Current economic conditions and the direction of inflation, though, are not conducive to moving back to a zero-interest rate framework or really any form of yield curve management.
The countries of the euro zone show similar patterns of fiscal responses to economic crises, increasing spending when the private sector is unable to provide full employment.
Italy’s debt burden has been reduced to 137% from 150% as it has reduced its primary budget deficit. Germany’s debt, by contrast, has risen to 65% of GDP this year.
Looking ahead
Is carrying this level of debt unsustainable?
While Japan’s experience on the surface might argue otherwise, Japan’s moribund economy has long relied on zero interest rates.
The problem comes when an economy no longer needs the fiscal boost, yet the overhead of maintaining the debt remains.
An International Monetary Fund paper last October found that fiscal consolidation in the advanced countries in Europe had a negligible effect on public debt ratios because fiscal consolidation slows economic growth.
The paper also said that successful reductions in public debt ratios by means of fiscal consolidation should be expected under a favorable economic environment and a proper mix of tax increases and spending cuts.

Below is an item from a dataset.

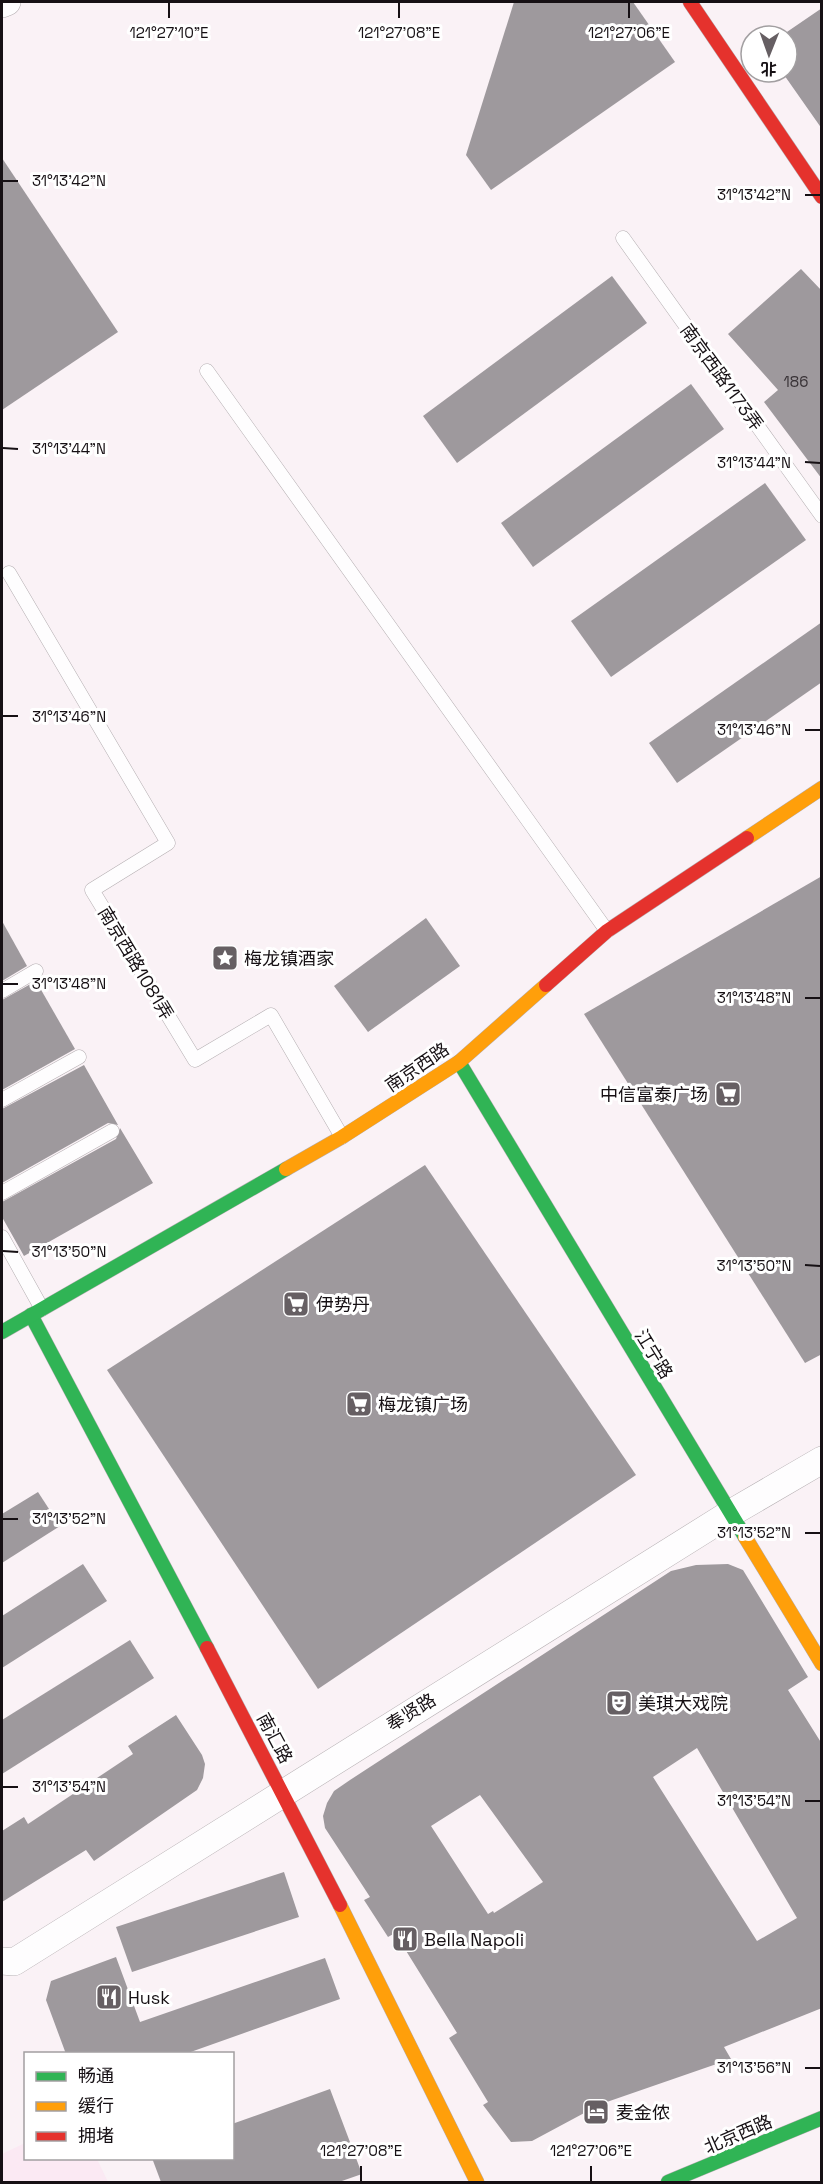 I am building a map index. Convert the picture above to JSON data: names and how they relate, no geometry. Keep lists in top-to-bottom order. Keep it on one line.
{"streets":{"main road":["南京西路","江宁路","南汇路","北京西路"],"street":["奉贤路"],"lane":["南京西路1173弄","南京西路1081弄"]},"crossings":[["南京西路1081弄","南京西路"],["南京西路","江宁路"],["南京西路","南汇路"],["江宁路","奉贤路"],["奉贤路","南汇路"]],"places":{"place":["梅龙镇酒家"],"supermarket":["中信富泰广场","伊势丹","梅龙镇广场"],"theatre":["美琪大戏院"],"restaurant":["Bella Napoli","Husk"],"hotel":["麦金侬"]},"house_numbers":["186"],"legend":["畅通","缓行","拥堵"],"north":"bottom","coordinates":["121°27'10\"E","121°27'08\"E","121°27'06\"E","31°13'42\"N","31°13'44\"N","31°13'46\"N","31°13'48\"N","31°13'50\"N","31°13'52\"N","31°13'54\"N","31°13'56\"N"]} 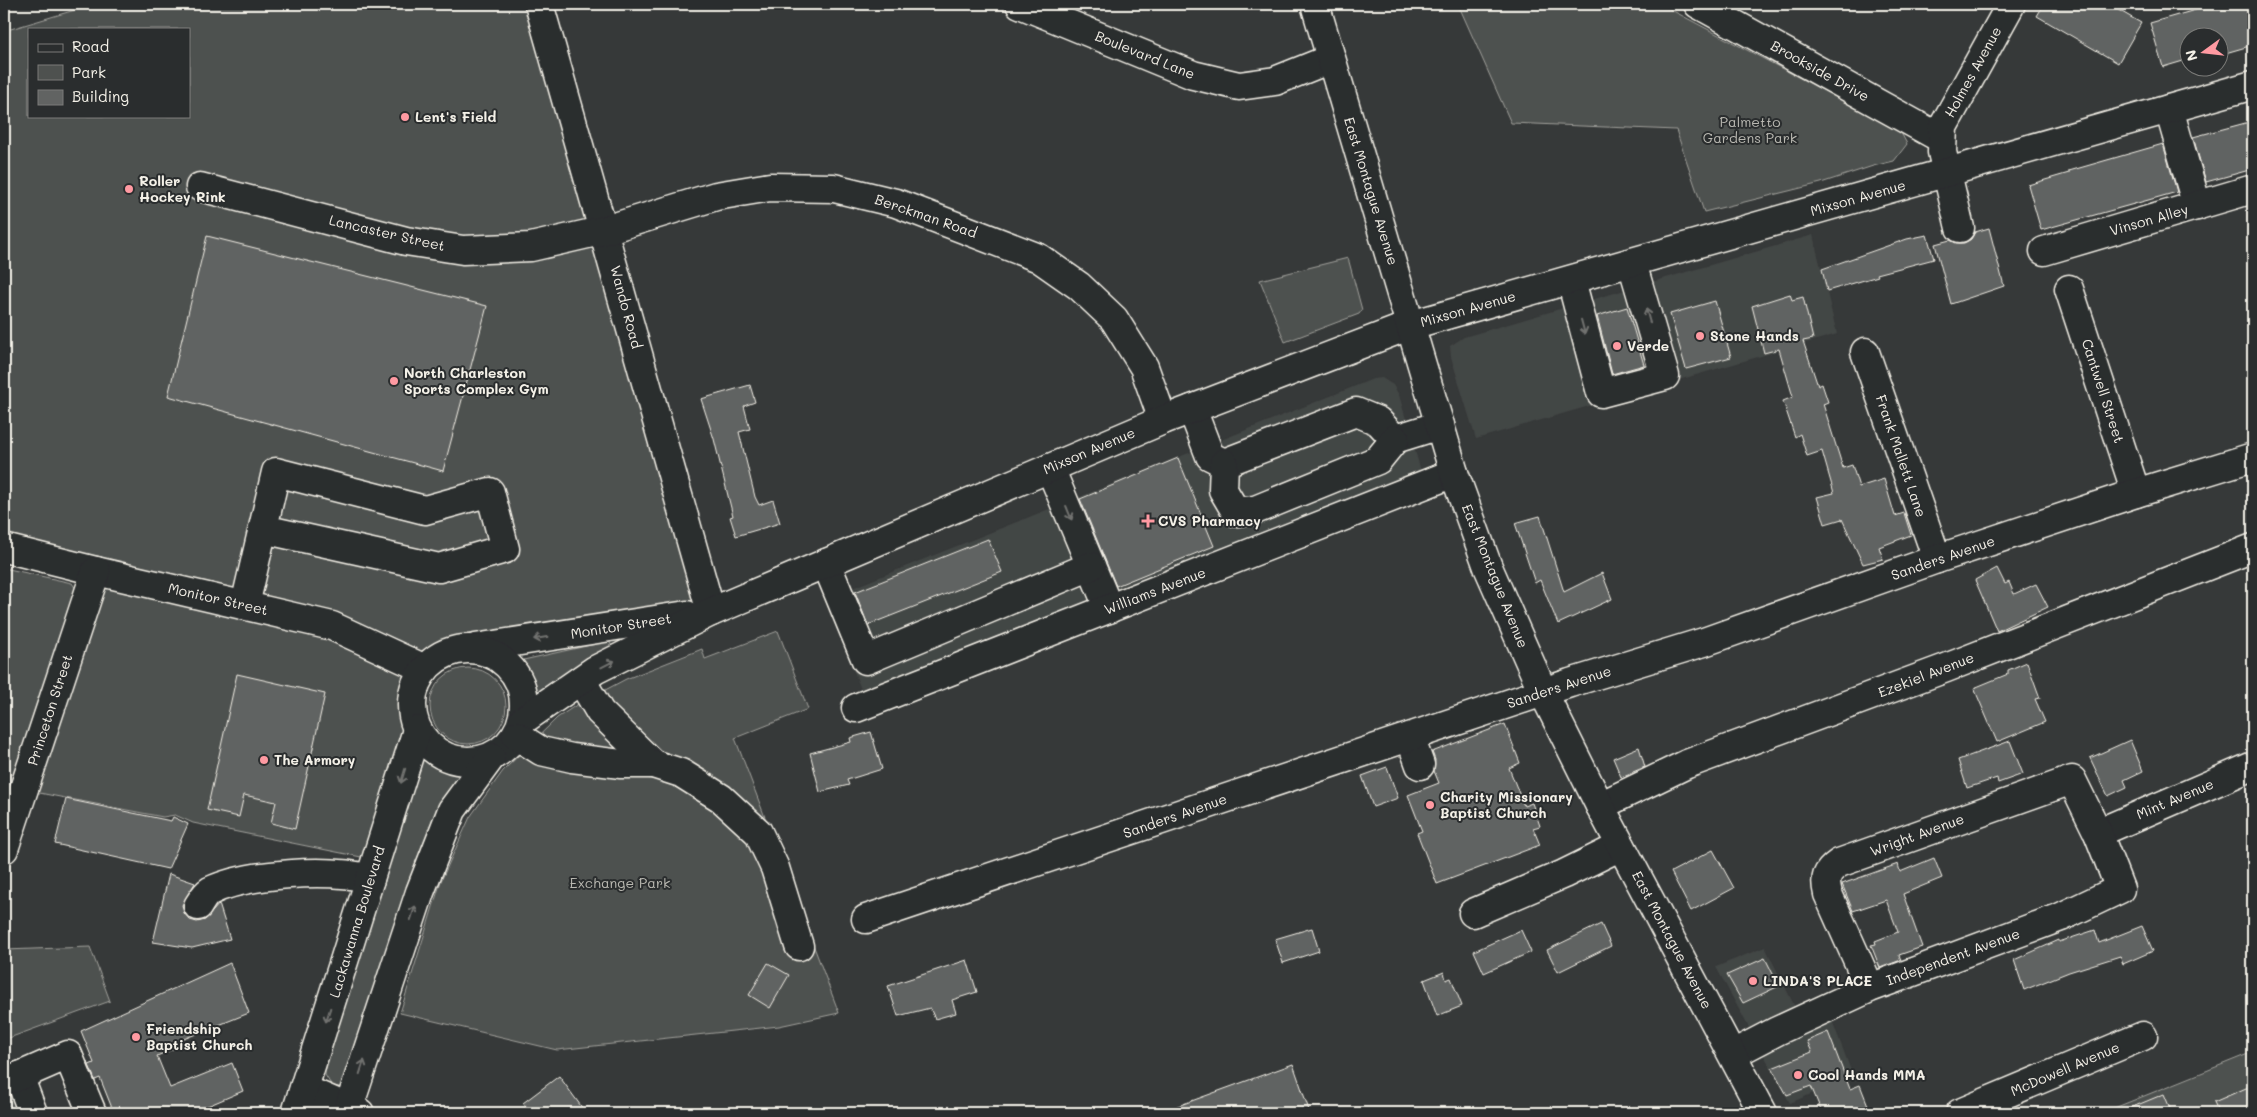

But, excluding Italy, we do not see any move toward fiscal consolidation in the G-7 anytime soon, which suggests that as inflation moves higher, rates along the long end of the curve will move in that direction, too.
Otherwise, fiscal consolidation during the adjustment period can lead to economic downturns or at least stagnation.
That kind of stagnation would only trigger an increase in public debt ratios with the risk of an erosion of financial market confidence and an accompanying increase in market-derived long-term rates.